I was studying Jeffrey Richter Book (Windows via C/C++). In one section, he is talking about I/O prioritization. I know what is prioritization and what are priority class, priority level, and also a base priority now.

I know, I can change the priority of processes and threads with SetPriorityClass and SetThreadPriority but I can't get understand how I/O priority work in Windows 10 or how priority can help us to fine-tune an app which works with storage based devices that has slow performance.

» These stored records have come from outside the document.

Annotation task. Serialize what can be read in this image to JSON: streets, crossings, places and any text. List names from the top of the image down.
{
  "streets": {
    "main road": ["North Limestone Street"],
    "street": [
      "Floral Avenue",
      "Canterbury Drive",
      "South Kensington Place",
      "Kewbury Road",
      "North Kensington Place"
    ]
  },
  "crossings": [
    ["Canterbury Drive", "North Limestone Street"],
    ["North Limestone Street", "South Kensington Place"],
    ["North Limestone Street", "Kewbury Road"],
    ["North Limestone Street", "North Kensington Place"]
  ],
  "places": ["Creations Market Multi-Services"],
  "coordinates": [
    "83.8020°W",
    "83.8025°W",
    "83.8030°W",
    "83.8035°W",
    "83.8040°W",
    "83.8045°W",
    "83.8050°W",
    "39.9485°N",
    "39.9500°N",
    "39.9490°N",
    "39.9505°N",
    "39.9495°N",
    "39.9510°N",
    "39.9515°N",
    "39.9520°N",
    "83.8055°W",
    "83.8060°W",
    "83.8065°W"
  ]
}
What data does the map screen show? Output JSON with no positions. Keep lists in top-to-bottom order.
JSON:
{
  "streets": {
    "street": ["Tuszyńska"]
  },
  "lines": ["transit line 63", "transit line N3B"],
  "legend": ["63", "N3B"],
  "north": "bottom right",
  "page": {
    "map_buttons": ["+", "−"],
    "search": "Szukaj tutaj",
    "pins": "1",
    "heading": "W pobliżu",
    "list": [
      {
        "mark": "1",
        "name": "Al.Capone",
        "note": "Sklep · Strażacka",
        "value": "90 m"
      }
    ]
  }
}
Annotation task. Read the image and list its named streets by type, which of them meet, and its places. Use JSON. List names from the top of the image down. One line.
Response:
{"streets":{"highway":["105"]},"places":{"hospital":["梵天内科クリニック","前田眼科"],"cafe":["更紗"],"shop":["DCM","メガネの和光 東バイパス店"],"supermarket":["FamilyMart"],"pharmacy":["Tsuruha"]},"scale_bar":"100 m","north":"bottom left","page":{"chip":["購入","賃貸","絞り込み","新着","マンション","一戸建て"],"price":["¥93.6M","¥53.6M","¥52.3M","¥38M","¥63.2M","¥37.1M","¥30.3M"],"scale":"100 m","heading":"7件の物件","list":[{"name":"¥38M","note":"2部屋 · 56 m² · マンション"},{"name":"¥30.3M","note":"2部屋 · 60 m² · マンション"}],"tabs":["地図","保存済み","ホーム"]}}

For example, when I have a thread that works with a storage device, what will happen when I set its priority THREAD_MODE_BACKGROUND_BEGIN? Is that possible to explain it simply? I read this paper completely ( link ) too, but I can't understand the prioritization of I/O.

As noted in that paper, it's up to the I/O device driver to handle priority based on the thread priority, and at the time of that paper, there are only two levels, normal and background, which a device driver may ignore.

A device driver could implement the two levels of priority with two I/O request queues, one for normal priority, the other for background priority. The driver could also include logic to prevent the normal queue from completely locking out the background queue by occasionally handling a request from the background queue based on time or request count, even though the normal queue is not empty.

The paper is an old paper, referring to Vista. By now with Windows 10, there may be more than two levels of I/O priority.